▶ [Task to carry out]
Search the entries below for the word "button", then copy each line in which it is found.

▶ [Listed records]
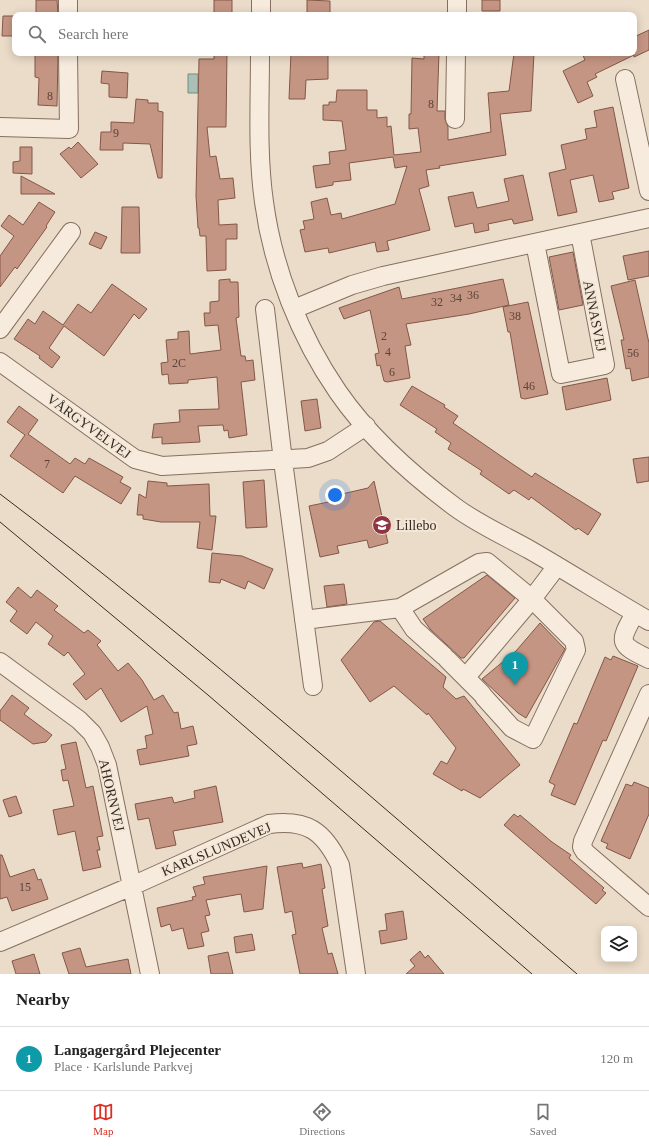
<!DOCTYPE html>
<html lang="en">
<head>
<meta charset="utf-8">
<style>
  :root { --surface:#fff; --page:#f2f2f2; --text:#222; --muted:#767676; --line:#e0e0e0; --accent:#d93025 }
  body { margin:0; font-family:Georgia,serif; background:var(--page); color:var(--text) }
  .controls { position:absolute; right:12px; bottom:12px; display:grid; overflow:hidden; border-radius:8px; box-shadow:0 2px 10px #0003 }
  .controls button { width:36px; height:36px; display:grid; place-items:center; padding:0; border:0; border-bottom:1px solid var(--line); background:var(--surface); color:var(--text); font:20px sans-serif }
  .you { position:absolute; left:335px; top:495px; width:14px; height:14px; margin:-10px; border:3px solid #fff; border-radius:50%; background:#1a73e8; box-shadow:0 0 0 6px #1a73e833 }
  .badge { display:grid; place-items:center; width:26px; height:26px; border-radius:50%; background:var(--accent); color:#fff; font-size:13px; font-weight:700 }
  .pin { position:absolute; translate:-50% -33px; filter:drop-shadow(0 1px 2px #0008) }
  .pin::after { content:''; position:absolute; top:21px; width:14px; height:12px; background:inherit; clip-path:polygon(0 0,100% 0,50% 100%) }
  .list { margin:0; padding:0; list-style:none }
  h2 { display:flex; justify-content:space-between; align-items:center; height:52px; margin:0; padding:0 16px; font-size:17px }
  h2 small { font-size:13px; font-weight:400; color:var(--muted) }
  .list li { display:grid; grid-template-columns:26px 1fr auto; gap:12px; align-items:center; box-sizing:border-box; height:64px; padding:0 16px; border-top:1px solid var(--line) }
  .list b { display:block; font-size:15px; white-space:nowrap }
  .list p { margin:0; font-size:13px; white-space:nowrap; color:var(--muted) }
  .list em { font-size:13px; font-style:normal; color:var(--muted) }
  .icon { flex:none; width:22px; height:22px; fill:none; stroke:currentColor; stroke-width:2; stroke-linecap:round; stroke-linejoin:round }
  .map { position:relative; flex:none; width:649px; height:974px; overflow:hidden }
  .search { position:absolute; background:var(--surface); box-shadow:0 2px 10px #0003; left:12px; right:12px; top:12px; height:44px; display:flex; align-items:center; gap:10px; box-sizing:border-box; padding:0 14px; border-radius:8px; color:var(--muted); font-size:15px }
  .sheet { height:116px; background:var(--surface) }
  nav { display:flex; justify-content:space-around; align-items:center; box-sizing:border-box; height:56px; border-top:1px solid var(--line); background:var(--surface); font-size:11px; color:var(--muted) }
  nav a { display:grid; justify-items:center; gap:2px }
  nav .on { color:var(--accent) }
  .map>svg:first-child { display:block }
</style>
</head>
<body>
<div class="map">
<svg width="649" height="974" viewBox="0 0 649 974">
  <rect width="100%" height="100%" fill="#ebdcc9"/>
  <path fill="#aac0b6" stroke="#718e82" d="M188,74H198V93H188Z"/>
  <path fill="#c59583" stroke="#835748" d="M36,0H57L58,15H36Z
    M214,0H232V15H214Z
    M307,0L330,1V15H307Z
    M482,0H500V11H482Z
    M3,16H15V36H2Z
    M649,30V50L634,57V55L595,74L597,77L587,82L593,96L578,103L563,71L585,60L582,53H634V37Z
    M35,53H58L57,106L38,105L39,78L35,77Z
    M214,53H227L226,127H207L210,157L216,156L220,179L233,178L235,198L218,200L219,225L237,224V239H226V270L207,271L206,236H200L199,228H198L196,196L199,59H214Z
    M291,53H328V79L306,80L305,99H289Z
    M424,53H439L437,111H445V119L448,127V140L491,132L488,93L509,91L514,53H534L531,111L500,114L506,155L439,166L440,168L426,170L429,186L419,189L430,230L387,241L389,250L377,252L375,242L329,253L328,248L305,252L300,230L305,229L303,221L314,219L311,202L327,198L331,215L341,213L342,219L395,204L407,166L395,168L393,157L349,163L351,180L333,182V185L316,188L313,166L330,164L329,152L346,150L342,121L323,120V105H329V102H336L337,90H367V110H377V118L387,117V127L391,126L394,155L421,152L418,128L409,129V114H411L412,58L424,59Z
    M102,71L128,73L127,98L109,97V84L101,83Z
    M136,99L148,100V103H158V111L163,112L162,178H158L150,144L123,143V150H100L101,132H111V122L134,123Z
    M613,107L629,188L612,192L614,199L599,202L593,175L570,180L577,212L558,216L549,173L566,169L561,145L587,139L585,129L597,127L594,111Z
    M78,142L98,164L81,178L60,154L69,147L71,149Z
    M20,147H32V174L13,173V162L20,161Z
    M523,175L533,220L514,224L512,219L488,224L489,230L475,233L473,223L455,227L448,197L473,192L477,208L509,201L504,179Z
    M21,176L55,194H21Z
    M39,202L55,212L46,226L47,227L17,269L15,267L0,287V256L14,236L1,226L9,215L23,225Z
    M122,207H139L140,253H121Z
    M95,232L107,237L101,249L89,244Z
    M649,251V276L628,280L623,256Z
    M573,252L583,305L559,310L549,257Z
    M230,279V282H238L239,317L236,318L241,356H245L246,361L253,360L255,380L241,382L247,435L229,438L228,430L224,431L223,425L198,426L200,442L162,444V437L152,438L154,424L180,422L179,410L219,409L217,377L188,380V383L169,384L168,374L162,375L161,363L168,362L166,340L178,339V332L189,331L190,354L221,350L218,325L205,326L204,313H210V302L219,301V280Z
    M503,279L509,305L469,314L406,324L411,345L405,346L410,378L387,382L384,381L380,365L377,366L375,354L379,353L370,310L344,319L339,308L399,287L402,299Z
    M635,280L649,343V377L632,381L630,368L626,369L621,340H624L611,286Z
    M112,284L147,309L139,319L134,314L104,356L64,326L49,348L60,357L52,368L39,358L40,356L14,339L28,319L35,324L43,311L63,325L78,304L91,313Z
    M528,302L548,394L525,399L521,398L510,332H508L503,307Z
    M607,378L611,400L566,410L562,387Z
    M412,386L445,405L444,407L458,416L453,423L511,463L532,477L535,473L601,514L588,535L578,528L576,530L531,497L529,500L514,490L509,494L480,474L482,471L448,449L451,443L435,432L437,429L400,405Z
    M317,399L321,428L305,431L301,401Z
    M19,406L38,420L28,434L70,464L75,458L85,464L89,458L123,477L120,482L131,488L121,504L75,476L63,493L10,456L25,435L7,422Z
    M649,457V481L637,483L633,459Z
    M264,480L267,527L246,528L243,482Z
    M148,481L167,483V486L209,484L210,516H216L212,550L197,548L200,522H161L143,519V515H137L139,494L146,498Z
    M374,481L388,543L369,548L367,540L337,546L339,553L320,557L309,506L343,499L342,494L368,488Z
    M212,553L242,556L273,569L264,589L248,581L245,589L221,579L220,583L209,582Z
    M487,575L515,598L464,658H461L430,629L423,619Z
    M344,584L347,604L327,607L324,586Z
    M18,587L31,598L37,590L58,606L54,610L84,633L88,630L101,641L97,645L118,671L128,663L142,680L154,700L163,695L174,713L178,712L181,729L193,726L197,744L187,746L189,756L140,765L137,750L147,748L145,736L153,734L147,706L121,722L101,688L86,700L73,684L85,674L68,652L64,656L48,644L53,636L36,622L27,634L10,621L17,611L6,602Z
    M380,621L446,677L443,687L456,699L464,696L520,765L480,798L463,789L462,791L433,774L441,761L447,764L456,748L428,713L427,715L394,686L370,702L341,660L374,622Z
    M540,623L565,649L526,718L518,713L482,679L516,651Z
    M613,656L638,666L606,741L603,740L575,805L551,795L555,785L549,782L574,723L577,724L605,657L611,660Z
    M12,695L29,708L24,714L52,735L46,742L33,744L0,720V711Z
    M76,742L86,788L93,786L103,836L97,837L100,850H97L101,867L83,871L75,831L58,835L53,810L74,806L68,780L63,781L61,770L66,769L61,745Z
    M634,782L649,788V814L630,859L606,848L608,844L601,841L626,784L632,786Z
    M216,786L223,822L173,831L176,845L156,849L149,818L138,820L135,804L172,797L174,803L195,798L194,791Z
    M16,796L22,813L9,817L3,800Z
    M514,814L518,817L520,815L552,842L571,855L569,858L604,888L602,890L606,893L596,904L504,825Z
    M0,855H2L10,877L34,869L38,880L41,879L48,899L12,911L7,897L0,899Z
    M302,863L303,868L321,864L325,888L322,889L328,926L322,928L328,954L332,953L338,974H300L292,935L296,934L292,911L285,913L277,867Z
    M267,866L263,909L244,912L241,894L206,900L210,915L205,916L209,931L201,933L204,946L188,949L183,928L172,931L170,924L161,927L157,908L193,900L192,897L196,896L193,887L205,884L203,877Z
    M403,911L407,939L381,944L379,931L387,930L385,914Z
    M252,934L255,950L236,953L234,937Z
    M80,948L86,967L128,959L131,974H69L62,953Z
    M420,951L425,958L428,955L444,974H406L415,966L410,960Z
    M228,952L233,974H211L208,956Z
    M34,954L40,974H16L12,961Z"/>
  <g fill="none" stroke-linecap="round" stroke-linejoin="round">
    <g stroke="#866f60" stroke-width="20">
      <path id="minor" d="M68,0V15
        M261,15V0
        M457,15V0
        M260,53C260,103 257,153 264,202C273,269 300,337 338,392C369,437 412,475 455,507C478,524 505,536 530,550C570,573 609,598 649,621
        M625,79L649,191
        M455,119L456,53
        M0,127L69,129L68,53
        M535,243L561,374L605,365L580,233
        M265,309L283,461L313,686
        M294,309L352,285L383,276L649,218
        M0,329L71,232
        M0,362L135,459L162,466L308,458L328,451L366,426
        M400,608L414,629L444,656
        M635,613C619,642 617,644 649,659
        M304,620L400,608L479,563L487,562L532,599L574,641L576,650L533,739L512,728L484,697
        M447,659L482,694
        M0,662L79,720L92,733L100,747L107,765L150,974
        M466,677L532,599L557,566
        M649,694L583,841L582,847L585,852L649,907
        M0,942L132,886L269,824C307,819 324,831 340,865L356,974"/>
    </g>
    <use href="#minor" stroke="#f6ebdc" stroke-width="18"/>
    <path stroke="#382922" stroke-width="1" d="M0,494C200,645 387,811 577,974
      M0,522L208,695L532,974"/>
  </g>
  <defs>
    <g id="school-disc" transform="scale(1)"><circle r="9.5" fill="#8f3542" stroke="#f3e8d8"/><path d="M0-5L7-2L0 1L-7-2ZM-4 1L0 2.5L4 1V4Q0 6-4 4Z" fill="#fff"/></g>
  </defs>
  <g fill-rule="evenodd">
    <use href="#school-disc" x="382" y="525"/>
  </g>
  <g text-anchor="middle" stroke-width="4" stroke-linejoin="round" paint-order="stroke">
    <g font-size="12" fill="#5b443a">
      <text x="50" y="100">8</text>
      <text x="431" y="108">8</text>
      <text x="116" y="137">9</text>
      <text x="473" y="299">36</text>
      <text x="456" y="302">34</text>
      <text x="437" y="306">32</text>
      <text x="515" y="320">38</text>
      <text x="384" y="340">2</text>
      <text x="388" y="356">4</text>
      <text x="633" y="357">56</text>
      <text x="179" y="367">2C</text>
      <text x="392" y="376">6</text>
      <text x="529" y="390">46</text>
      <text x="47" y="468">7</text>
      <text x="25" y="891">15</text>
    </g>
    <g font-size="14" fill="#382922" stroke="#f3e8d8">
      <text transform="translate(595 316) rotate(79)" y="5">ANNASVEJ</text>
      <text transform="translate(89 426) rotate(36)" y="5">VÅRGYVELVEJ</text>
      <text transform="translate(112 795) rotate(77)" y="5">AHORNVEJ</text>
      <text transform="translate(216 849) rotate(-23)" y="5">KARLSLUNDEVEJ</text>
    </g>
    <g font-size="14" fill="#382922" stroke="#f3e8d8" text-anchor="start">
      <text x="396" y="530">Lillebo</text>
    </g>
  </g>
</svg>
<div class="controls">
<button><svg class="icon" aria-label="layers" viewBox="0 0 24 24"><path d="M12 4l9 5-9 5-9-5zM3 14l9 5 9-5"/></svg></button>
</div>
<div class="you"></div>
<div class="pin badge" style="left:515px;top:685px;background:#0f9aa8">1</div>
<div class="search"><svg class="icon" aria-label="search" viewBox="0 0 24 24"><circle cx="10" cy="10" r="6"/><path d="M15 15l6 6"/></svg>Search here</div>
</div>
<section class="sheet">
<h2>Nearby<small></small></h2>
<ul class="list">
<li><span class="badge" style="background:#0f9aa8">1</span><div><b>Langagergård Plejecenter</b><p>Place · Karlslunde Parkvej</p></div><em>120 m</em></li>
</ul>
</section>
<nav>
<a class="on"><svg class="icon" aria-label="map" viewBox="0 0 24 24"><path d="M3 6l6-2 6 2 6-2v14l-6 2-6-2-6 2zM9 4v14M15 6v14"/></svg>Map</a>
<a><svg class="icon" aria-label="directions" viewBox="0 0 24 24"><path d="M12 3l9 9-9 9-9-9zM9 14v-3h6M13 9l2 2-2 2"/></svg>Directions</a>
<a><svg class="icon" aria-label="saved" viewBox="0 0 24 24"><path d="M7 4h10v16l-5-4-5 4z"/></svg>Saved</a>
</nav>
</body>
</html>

▶ [Answer to this task]
  .controls button { width:36px; height:36px; display:grid; place-items:center; padding:0; border:0; border-bottom:1px solid var(--line); background:var(--surface); color:var(--text); font:20px sans-serif }
<button><svg class="icon" aria-label="layers" viewBox="0 0 24 24"><path d="M12 4l9 5-9 5-9-5zM3 14l9 5 9-5"/></svg></button>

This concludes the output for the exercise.